Right. And as I read over the responses to this article and many others on the Internet, it is clear to me that the perception is that we “savages” have been getting away with trying to get more than we deserve for far too long. It’s time to “take your country back”.  There’s a problem with that—we are Americans, too. I know what my parents wanted for me was the same thing those West and East Oakland parents want for their children—a quality education so they can have a better future. Even the terrible parents who have beat their kids and can’t get them fed, dressed and on school on time STILL want their kids to be well educated. Is that difficult to believe? Get over it. It’s true, even if their actions do not seem to support that belief.

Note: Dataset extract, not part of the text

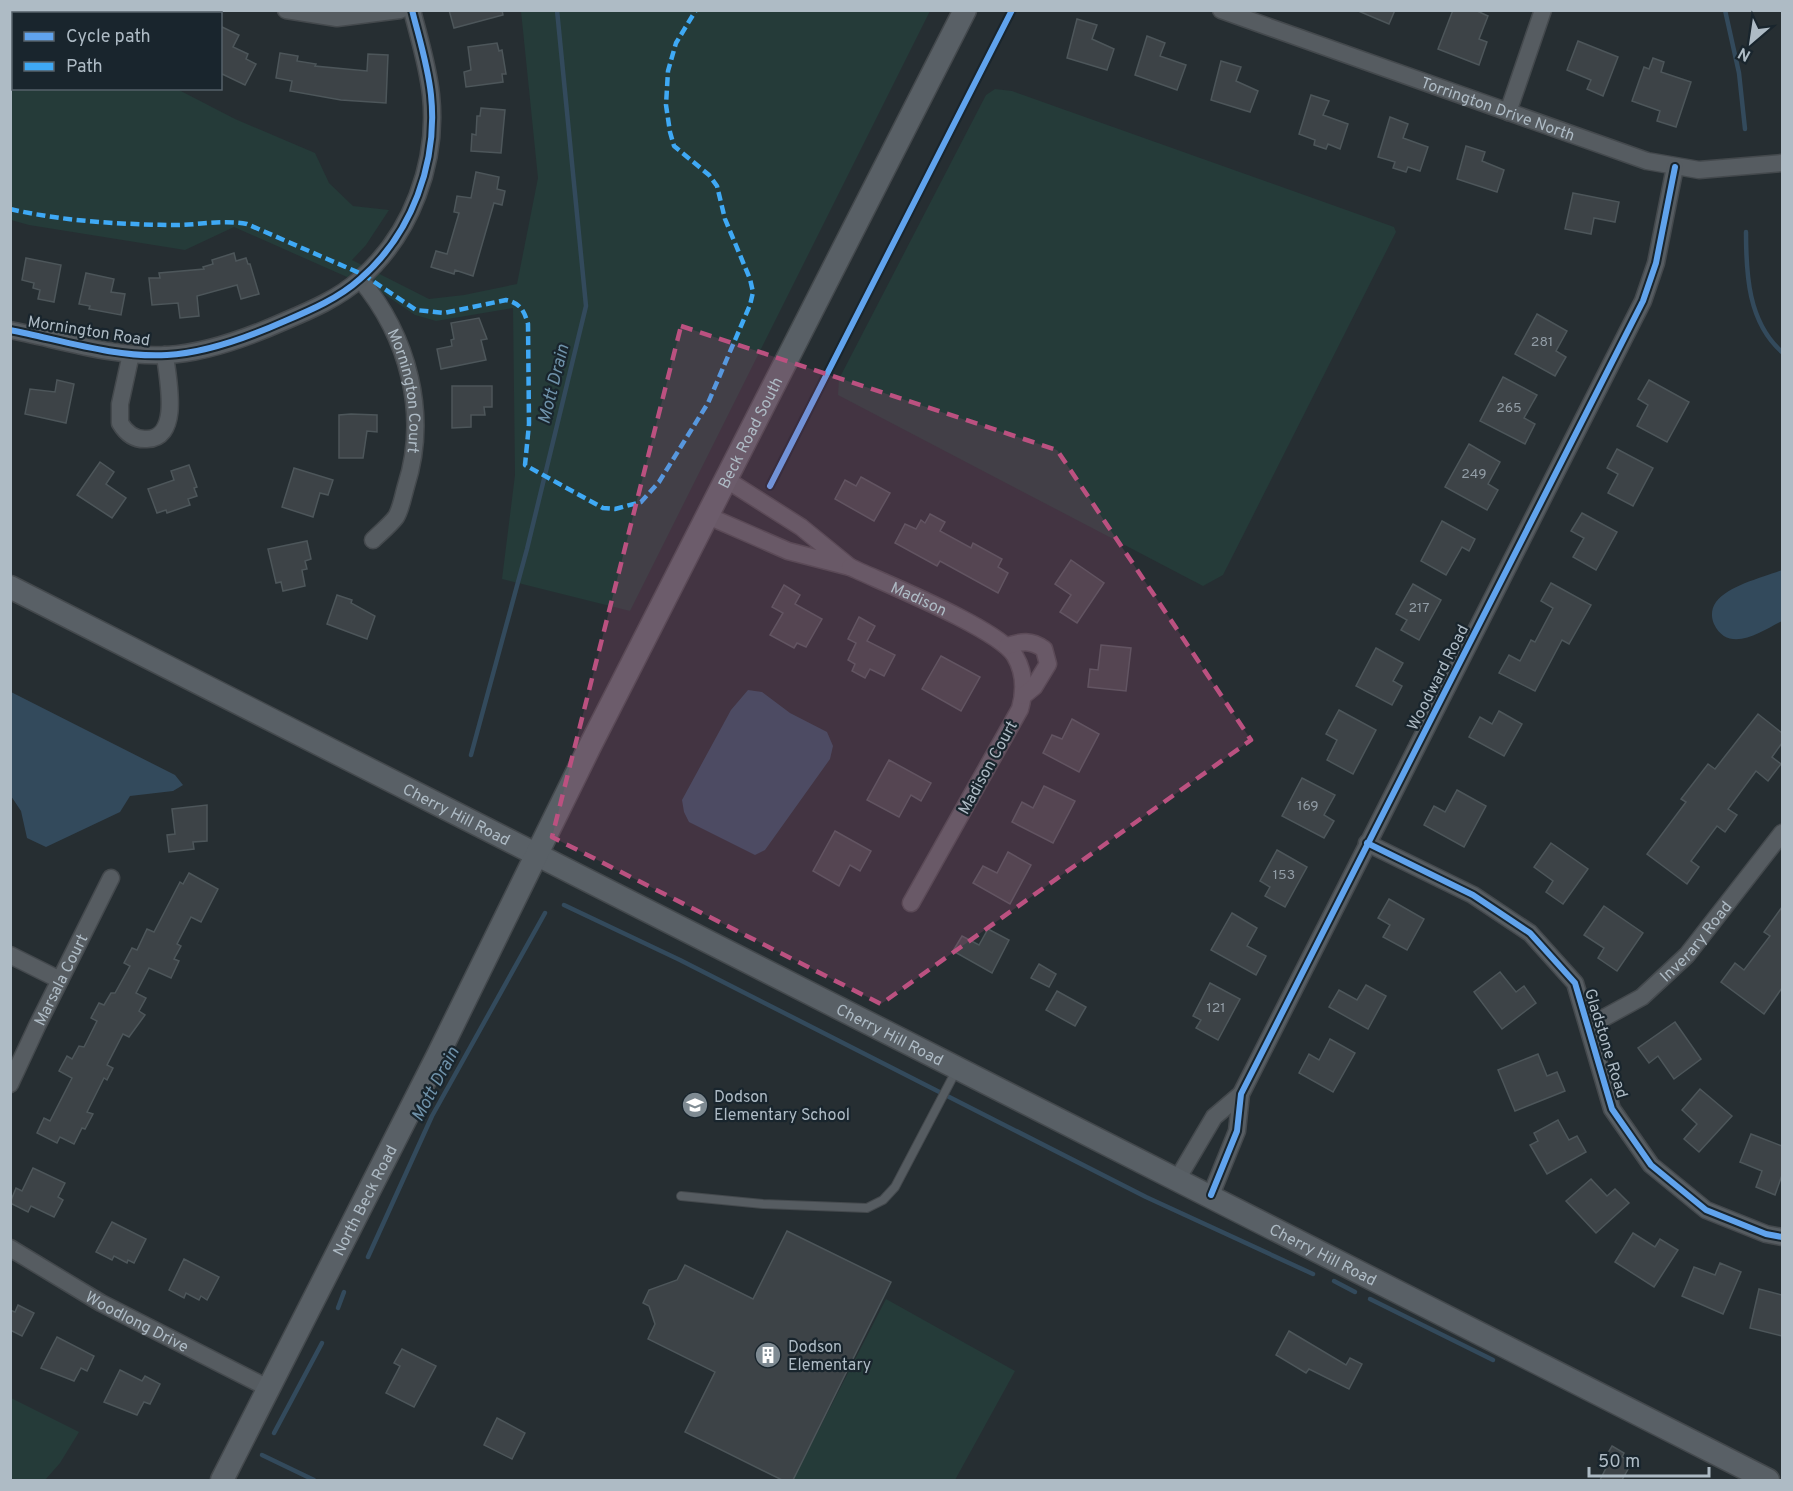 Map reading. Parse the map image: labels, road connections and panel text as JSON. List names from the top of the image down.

As illogical as it may seem to you, those parents know that the great equalizer for their children is a good education. They didn't receive that themselves, but that doesn't mean they don’t want it for them. There’s even a rather self-centered logic for this: if their children are better educated, they will be qualified for better jobs than the lousy ones they have. This also means that their children will be in better position, financially speaking, to take care of them as they grow old. You may scoff or become appalled all you want, but this is a concern for inner city parents. They know their jobs working as security guards or licensed vocational nurses have virtually no pension plans, and Social Security can’t be relied upon. So they hope their children will do better so they won’t waste away out on the streets. After all, they can’t expect their employers to provide them with sufficient retirement benefits, can they? There’s not enough money available in this country to provide for everyone’s “golden years”, or so we've been told. You decide if that’s true or not. Be aware that there are societal consequences related to your beliefs.

* Don't go there with me about the President. There's always exceptions to these generalized perceptions. Exceptions serve a great purpose--they get society's attention (which isn't always good--look at the madness the President has to put up with), and the prevailing national conversation usually becomes focused on statements something like these:  "There's no more excuses! (i.e., you're lazy and/or stupid because you are not like the exceptional one), followed by, "He (or she) did it; why can't you?" or "Why can't you people be like him (or her)? And there we are again, back at the education funding issue again and education-is-the-great-equalizer that is somehow not equal at all, with the counter arguments focused on everything but the inequitable ways public schools are funded. We KNOW we can't EVER talk about that; no siree!